Verse > Anthologies > Ralph Waldo Emerson, ed. > Parnassus: An Anthology of Poetry
Ralph Waldo Emerson, comp. (1803–1882).  Parnassus: An Anthology of Poetry.  1880.
Love and Humility
By Henry More (1614–1687)
FAR have I clambered in my mind,
But nought so great as love I find:
Deep-searching wit, mount-moving might,
Are nought compared to that good sprite.
Life of delight, and soul of bliss!        5
Sure source of lasting happiness!
Higher than heaven! lower than hell!
What is thy tent? Where mayst thou dwell?

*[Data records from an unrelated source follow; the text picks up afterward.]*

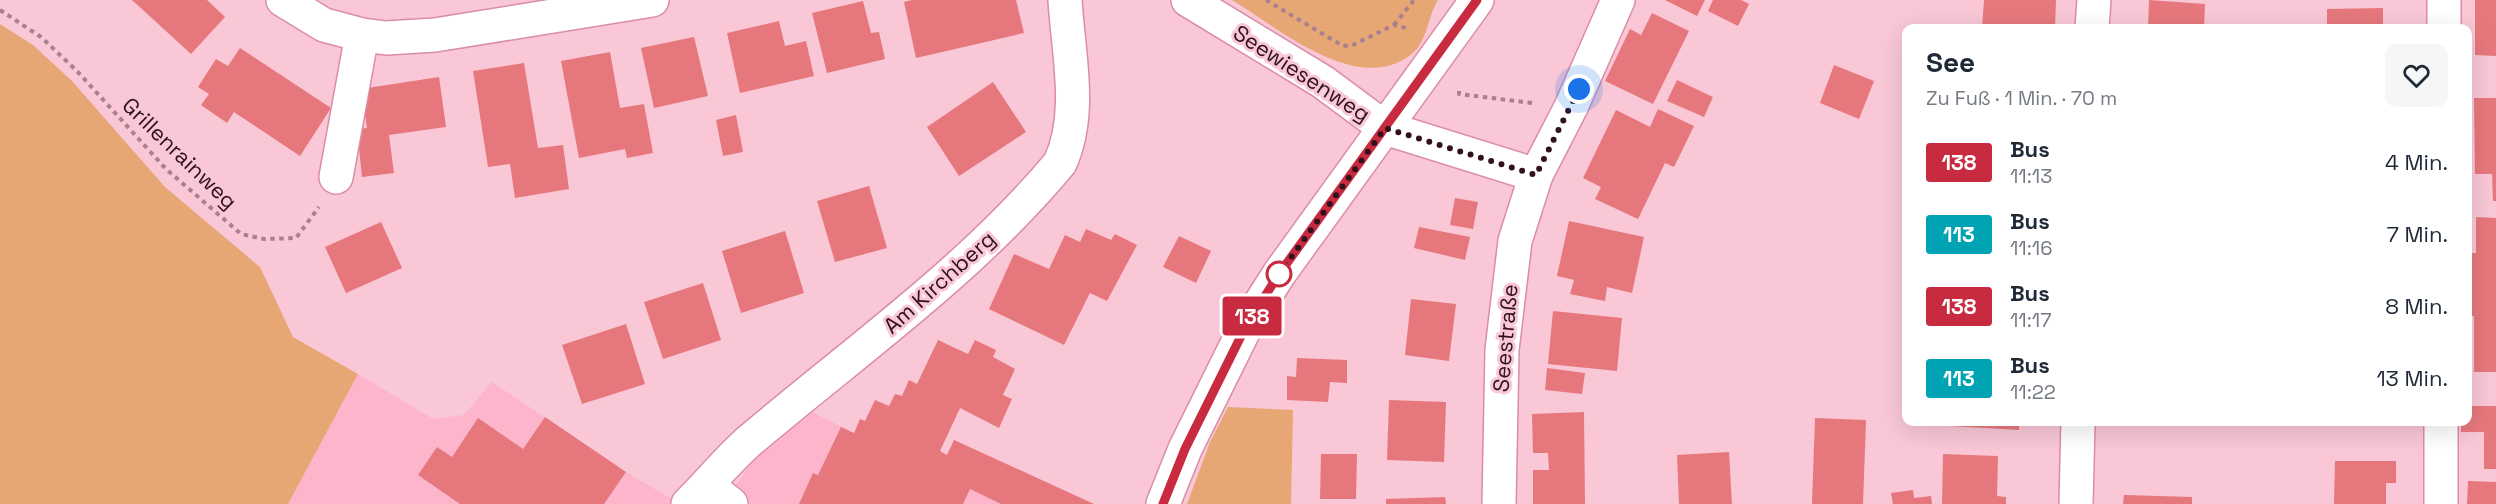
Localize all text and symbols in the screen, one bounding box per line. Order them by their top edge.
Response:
street label: Seewiesenweg [1228,18,1376,128]
text: See [1926,44,1975,80]
button: heart [2385,44,2448,107]
your location [1564,74,1594,104]
text: Zu Fuß · 1 Min. · 70 m [1926,85,2117,111]
street label: Grillenrainweg [117,91,243,215]
text: Bus [2010,135,2050,163]
text: 4 Min. [2385,148,2448,176]
text: 138 [1942,149,1976,176]
text: 11:13 [2010,163,2052,189]
text: Bus [2010,207,2050,235]
text: 7 Min. [2386,220,2448,248]
text: 113 [1943,221,1975,248]
street label: Am Kirchberg [877,224,1001,340]
text: 11:16 [2010,235,2052,261]
unlabelled marker [1266,261,1292,287]
text: Bus [2010,279,2050,307]
street label: Seestraße [1486,283,1524,393]
text: 8 Min. [2385,292,2448,320]
text: 138 [1942,293,1976,320]
line badge: 138 [1218,296,1286,336]
text: 138 [1235,303,1269,330]
text: 11:17 [2010,307,2051,333]
text: Bus [2010,351,2050,379]
text: 13 Min. [2376,364,2448,392]
text: 113 [1943,365,1975,392]
text: 11:22 [2010,379,2056,405]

  My mansion hight humility,
Heaven’s vastest capability.        10
The further it doth downward bend,
The higher up it doth ascend;
If it go down to utmost nought,
It shall return with what it sought.
  Could I demolish with mine eye        15
Strong towers; stop the fleet stars in sky,
Bring down to earth the pale-faced moon,
Or turn black midnight to bright noon;
Though all things were put in my hand,—
As parched, as dry, as Libyan sand        20
Would be my life, if Charity
Were wanting. But Humility
Is more than my poor soul durst crave,
That lies entombed in lowly grave.
But if ’twere lawful up to send        25
My voice to heaven, this should it rend,
Lord, thrust me deeper into dust,
That thou mayst raise me with the just.